Only the lines with "currentColor" in them need to be copied from the listing.

| DATASET EXCERPTS |

------------------------------------------------------------

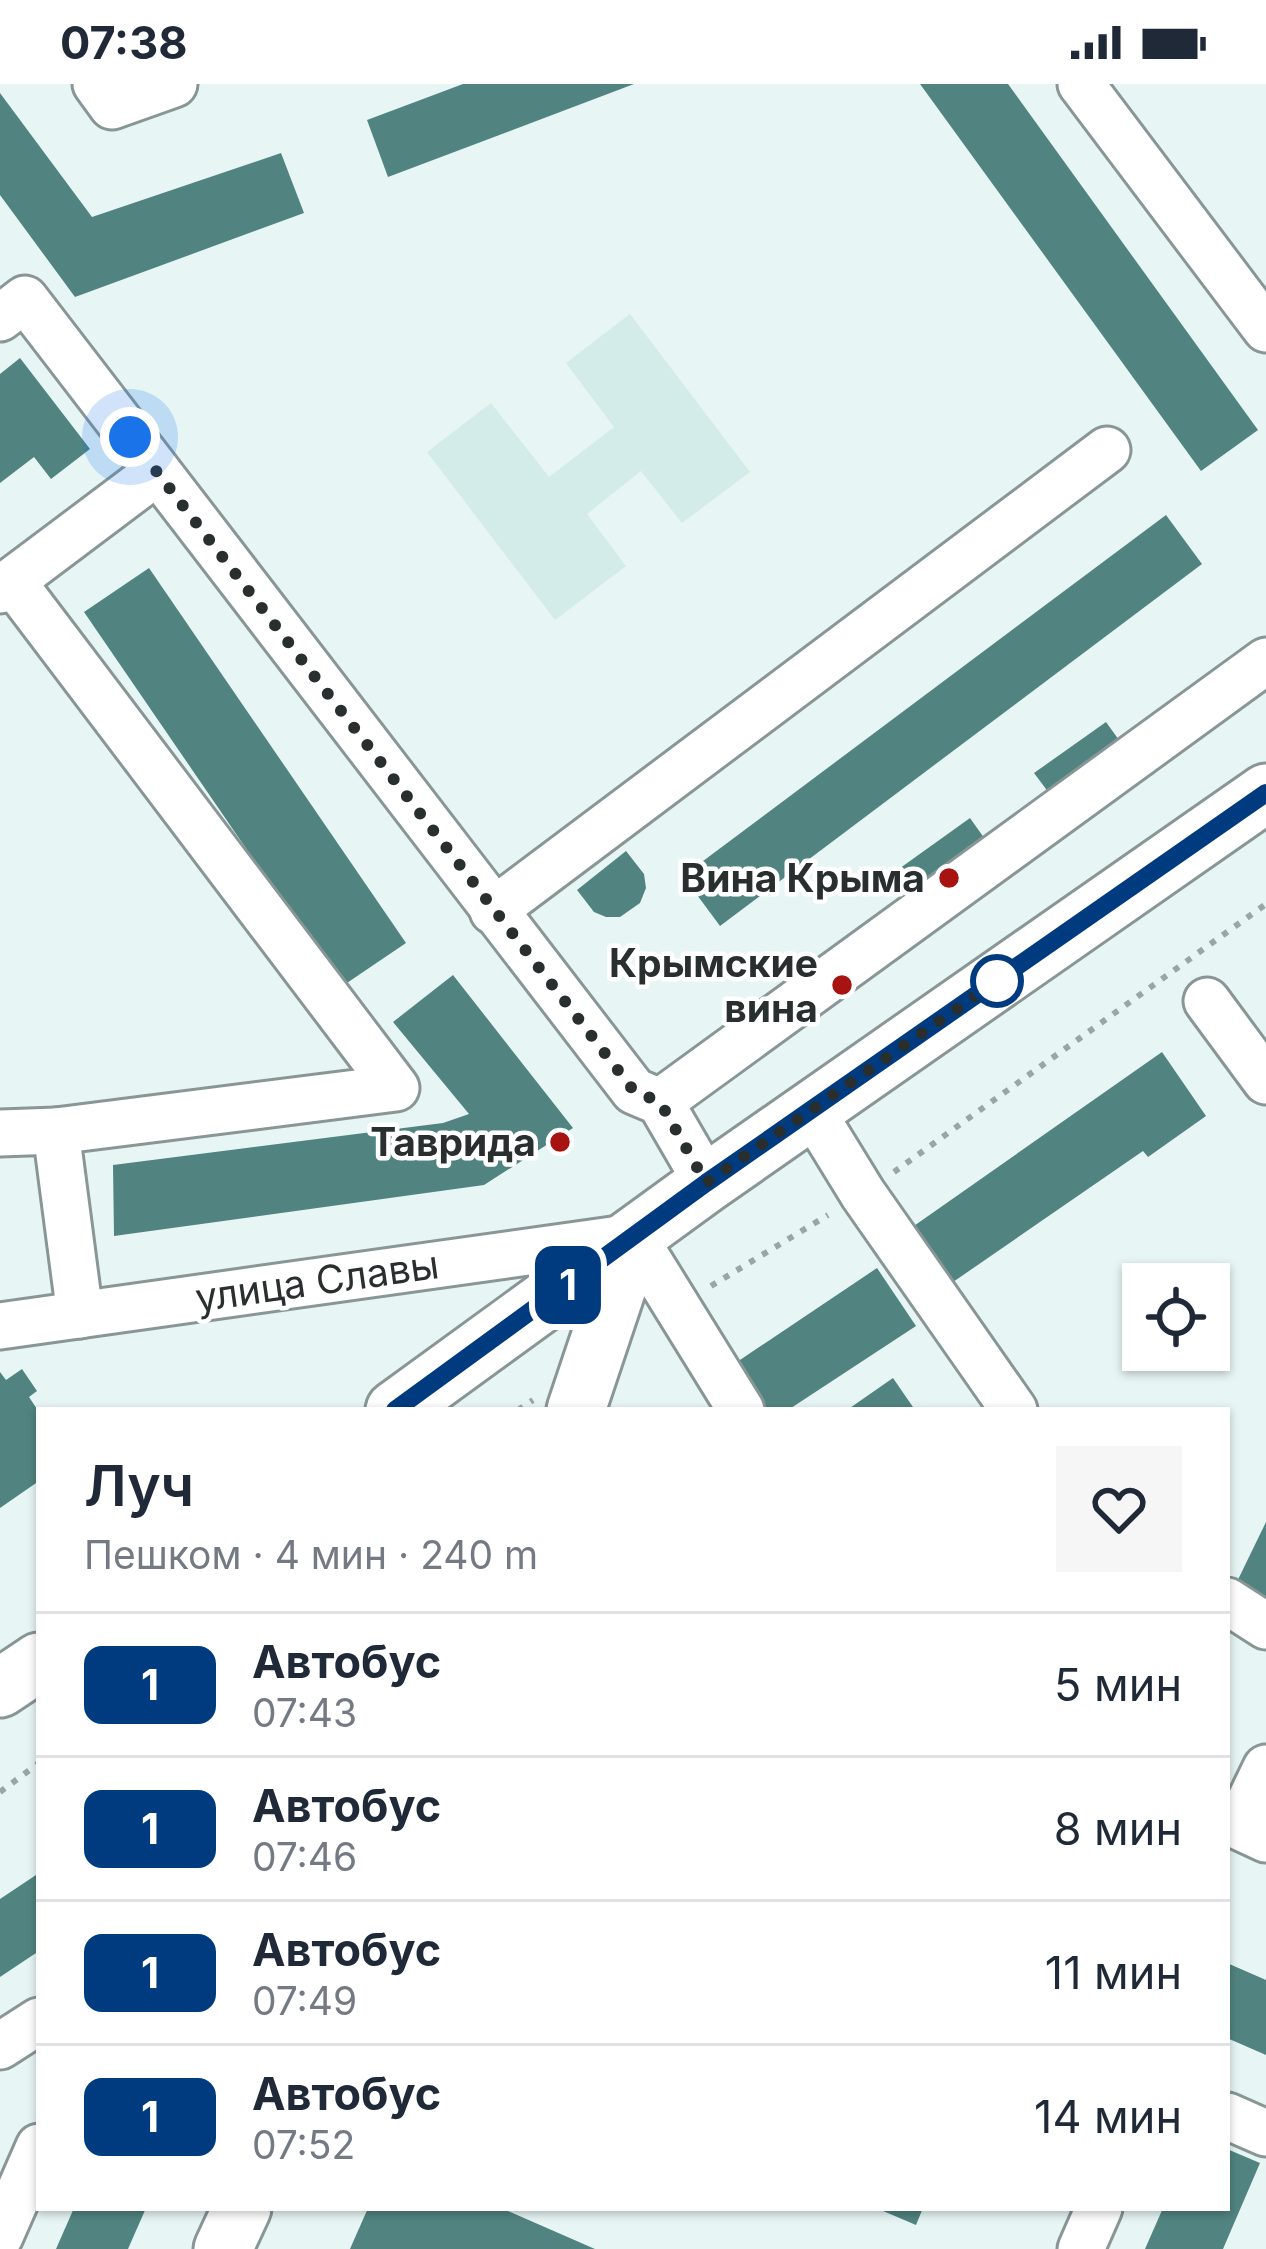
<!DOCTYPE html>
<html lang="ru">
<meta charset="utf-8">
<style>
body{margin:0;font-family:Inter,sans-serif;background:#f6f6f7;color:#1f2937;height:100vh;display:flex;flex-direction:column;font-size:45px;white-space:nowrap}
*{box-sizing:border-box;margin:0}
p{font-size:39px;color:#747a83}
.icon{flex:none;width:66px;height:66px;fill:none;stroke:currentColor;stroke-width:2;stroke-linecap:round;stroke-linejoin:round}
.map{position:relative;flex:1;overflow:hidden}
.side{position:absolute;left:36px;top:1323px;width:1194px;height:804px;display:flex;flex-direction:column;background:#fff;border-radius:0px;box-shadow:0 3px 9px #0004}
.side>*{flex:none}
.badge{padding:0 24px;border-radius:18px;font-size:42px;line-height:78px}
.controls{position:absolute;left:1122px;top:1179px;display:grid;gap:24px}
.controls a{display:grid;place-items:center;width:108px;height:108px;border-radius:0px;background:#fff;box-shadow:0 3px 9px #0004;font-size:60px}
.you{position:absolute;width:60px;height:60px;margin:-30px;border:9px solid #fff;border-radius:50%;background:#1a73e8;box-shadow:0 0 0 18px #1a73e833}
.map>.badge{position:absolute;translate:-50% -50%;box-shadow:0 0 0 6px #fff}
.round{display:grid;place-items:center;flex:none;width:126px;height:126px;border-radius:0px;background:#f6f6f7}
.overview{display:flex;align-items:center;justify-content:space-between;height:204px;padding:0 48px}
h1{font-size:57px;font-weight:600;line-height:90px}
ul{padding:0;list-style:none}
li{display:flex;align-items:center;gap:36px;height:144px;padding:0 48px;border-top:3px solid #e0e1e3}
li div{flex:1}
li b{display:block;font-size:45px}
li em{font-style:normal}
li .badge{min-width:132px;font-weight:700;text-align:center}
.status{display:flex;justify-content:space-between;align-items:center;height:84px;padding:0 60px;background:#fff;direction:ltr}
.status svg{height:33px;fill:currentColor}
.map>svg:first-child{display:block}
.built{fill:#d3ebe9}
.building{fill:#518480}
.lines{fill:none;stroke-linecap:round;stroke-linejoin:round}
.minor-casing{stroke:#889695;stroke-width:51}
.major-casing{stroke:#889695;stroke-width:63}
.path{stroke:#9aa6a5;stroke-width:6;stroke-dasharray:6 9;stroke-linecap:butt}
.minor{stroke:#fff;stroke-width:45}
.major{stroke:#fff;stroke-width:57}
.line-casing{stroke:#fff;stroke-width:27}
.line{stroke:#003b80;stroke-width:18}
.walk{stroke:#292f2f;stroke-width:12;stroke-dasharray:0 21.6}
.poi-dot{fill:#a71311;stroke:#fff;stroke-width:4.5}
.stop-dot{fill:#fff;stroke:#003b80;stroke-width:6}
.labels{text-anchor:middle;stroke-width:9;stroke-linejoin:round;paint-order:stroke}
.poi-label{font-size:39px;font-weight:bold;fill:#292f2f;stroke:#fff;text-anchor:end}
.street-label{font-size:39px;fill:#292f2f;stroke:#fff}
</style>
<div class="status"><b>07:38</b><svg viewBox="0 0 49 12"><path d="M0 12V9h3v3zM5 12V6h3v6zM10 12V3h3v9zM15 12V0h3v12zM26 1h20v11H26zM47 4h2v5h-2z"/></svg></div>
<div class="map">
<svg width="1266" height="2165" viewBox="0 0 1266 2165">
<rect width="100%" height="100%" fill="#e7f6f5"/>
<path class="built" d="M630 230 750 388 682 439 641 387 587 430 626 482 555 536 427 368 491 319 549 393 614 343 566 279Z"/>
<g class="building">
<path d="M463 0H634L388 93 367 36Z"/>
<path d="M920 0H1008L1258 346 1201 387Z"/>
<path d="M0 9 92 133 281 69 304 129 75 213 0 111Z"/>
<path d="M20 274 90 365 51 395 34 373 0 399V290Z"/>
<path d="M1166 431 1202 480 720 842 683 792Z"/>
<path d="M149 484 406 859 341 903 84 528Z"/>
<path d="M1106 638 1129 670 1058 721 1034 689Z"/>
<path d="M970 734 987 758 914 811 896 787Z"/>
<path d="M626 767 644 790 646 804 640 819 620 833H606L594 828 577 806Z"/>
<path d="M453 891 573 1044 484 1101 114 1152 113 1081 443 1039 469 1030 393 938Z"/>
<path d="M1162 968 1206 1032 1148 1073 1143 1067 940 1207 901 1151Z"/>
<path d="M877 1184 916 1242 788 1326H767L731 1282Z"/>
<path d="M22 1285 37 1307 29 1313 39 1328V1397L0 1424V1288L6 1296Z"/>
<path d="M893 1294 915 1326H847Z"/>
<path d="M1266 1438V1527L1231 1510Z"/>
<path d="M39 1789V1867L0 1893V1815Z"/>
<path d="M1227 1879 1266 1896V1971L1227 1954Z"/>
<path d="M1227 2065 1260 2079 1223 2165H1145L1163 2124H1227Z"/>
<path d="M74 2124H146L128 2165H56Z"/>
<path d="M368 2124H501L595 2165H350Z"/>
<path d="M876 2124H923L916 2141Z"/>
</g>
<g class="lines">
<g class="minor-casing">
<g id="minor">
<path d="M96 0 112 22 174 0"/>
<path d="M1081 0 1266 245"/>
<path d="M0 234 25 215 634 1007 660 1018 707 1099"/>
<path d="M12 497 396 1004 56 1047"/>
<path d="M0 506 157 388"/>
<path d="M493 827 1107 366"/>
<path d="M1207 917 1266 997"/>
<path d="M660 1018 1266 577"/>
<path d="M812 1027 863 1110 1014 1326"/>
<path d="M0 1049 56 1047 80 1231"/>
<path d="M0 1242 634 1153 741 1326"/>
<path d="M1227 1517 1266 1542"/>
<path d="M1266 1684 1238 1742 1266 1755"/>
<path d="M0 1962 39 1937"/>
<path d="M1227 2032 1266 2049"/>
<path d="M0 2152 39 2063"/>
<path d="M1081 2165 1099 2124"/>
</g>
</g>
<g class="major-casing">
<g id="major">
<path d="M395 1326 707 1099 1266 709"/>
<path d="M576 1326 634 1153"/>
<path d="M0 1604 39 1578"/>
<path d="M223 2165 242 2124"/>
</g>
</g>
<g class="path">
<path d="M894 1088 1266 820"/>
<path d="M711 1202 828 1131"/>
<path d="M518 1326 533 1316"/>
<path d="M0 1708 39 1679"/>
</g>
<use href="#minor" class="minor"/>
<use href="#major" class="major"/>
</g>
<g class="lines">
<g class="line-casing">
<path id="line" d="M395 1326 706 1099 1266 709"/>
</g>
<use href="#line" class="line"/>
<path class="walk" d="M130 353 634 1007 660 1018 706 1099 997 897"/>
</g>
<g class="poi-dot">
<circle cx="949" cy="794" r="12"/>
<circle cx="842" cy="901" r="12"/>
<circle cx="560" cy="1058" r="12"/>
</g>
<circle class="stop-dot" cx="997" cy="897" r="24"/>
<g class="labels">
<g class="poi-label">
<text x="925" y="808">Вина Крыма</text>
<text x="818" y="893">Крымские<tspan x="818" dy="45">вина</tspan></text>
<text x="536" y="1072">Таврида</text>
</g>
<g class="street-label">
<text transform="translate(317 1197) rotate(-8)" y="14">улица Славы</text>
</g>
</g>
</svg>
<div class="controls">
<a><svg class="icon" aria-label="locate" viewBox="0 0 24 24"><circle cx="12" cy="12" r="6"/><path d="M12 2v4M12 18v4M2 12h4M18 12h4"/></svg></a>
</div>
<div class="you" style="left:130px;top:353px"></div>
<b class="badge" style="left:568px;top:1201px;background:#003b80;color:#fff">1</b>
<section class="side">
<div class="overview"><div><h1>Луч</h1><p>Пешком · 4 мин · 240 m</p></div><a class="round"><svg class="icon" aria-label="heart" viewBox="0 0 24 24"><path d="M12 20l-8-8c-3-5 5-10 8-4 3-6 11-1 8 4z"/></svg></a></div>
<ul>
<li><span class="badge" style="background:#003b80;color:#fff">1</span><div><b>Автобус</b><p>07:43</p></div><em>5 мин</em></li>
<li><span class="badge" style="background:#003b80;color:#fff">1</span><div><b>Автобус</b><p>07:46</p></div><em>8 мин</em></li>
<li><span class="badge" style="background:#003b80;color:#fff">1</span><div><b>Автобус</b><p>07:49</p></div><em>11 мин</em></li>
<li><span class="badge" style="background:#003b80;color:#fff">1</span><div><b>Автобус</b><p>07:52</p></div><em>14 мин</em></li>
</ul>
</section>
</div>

------------------------------------------------------------

| OUTPUT OF THE EXERCISE |
.icon{flex:none;width:66px;height:66px;fill:none;stroke:currentColor;stroke-width:2;stroke-linecap:round;stroke-linejoin:round}
.status svg{height:33px;fill:currentColor}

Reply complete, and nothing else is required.